Posted : January 7, 2016 2:49 am
(@LiquidFluoride)
Posts: 1937
Noble Member
 

Fact-checking has never been LF's strong suit.

Btw, your attacking me personally is another logical fallacy: ad hominem lets discuss the issue shall we?

arguing is fun, but learning is better for all of us.

 
Posted : January 7, 2016 2:53 am
(@alana33)
Posts: 12366
Illustrious Member
(@alana33)
Posts: 12366
Illustrious Member
Topic starter
 

Here's another:
http://climate.nasa.gov/climate_resources/125/

 
Posted : January 7, 2016 6:59 pm
(@islandjoan)
Posts: 1798
Noble Member
 

to LiquidFluoride:

A friend of mine frequently makes the same arguments that you do, about the eons of time and how we don't know if what is occurring now are natural occurrences and cycles etc yadda yadda yadda. Which is true.

However.

Since the dawn of the industrial age, man's activity on this planet has increased rapidly, chemicals and pollution have proliferated, along with overpopulation.

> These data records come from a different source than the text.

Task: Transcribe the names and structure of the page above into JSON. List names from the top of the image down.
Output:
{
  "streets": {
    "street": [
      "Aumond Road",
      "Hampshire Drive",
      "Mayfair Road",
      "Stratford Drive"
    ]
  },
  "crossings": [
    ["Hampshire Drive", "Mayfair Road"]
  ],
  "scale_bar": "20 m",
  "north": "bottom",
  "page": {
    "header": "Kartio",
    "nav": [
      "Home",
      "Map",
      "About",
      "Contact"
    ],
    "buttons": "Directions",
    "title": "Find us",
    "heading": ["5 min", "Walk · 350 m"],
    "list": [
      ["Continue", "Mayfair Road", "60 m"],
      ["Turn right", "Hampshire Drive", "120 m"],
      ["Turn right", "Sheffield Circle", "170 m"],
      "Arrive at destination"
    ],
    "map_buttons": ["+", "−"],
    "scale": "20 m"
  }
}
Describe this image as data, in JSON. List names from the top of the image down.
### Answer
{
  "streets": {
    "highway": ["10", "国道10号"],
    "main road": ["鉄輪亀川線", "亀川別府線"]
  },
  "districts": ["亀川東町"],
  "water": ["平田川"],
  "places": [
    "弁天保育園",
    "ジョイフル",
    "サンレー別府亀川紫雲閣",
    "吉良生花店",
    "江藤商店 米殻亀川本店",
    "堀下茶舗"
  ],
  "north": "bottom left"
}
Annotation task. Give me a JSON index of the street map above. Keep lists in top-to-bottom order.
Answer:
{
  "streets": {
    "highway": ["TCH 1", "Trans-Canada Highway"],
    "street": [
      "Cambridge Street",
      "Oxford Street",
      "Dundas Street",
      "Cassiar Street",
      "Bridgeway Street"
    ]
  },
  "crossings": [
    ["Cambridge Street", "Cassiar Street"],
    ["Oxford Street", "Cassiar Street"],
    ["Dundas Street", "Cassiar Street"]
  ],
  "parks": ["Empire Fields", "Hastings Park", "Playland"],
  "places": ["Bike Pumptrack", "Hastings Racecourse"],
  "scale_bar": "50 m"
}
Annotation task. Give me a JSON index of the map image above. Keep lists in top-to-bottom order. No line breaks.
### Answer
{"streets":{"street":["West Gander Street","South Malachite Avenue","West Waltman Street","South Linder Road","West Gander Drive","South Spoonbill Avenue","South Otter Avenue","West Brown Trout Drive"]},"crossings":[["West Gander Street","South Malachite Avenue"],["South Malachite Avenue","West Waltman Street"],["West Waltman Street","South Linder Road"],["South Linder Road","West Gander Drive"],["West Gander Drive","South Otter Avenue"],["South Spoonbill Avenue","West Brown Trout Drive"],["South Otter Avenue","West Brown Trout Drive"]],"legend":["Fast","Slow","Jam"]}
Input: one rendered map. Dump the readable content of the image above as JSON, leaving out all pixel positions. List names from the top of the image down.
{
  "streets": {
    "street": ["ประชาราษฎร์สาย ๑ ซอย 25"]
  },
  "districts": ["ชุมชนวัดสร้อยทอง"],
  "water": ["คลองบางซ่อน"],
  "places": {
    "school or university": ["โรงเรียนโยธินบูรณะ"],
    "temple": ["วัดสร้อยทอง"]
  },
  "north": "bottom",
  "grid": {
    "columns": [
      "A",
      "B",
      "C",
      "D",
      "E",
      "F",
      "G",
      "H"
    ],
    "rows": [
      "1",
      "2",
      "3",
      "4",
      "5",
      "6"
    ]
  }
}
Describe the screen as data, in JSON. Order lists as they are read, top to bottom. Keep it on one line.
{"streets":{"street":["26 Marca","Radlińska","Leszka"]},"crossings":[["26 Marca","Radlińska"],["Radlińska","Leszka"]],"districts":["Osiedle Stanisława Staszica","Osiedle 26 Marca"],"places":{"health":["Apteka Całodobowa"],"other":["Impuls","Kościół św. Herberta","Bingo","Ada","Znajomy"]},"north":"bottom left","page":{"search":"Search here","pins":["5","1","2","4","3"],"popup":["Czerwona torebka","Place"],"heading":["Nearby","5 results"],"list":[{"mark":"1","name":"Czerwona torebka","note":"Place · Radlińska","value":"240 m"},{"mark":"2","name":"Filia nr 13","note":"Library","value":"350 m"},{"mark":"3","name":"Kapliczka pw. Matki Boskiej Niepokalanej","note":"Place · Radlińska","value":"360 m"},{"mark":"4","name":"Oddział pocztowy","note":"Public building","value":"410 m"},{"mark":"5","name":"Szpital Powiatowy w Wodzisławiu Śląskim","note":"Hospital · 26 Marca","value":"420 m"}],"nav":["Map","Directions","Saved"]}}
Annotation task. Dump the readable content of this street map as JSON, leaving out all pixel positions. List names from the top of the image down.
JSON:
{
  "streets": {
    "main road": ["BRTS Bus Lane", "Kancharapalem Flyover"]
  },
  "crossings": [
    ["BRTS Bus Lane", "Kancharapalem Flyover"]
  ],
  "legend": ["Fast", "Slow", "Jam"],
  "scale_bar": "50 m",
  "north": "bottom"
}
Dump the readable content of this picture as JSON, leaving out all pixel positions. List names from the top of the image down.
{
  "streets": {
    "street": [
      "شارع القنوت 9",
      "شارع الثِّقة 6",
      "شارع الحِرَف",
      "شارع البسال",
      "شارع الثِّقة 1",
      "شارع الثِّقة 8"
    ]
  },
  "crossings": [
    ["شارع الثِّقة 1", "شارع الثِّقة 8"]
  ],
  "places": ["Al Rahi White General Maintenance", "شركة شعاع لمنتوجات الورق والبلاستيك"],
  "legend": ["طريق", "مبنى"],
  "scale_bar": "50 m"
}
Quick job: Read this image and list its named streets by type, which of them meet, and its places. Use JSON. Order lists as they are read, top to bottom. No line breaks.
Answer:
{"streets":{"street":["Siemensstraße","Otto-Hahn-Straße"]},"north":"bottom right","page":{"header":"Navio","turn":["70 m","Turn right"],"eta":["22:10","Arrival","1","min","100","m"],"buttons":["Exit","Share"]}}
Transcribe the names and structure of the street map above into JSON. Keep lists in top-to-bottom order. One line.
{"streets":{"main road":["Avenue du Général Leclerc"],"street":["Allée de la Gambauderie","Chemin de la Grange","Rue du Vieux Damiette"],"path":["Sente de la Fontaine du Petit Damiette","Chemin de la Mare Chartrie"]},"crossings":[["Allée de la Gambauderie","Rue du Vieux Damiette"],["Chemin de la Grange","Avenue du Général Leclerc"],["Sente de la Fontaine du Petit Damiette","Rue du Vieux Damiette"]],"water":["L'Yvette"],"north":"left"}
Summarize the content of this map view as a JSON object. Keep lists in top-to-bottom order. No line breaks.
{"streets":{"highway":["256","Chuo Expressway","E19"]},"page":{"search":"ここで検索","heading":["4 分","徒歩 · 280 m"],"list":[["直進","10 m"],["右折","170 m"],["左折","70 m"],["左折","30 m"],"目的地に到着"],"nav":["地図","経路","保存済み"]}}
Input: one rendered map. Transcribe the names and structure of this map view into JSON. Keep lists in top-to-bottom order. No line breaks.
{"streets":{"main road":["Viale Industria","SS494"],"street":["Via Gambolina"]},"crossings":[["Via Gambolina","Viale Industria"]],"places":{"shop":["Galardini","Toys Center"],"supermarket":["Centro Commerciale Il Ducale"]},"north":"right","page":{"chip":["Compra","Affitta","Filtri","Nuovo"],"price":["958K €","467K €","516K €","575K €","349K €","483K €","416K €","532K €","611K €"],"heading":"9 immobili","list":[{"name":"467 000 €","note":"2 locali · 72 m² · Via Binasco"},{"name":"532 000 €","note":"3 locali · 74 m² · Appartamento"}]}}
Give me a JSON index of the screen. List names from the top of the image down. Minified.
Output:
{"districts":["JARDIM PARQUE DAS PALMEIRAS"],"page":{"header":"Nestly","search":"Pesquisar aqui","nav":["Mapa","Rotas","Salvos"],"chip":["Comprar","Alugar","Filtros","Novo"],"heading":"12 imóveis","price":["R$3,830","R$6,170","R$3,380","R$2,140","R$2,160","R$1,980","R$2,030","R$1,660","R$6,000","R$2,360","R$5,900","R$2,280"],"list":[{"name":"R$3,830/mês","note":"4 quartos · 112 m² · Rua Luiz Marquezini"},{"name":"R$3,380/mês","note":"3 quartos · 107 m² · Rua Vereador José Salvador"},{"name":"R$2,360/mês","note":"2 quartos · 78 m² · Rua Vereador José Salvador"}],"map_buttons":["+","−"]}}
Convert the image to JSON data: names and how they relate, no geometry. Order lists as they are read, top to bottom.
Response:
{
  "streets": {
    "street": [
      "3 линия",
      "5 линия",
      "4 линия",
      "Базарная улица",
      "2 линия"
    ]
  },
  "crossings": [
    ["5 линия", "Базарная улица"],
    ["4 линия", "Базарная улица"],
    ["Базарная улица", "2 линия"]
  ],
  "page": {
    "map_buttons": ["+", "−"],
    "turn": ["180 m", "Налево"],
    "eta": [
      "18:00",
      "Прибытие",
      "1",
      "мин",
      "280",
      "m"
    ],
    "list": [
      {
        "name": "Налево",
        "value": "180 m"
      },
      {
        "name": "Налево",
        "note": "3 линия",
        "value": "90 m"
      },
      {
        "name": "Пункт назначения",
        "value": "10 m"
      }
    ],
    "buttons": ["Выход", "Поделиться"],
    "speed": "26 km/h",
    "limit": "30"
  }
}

Man's activity has got to have a negative impact on the health of the planet.

It is a variable that didn't exist for eons in the past.

You can't argue otherwise.

My argument here is not very eloquent, nor quantifiable, but it is pure common sense.

 
Posted : January 7, 2016 7:55 pm
(@Spartygrad95)
Posts: 1885
Noble Member
 

Common sense isn't science. Nor are anecdotes. And before you jump on me I believe man is a culprit in the warming.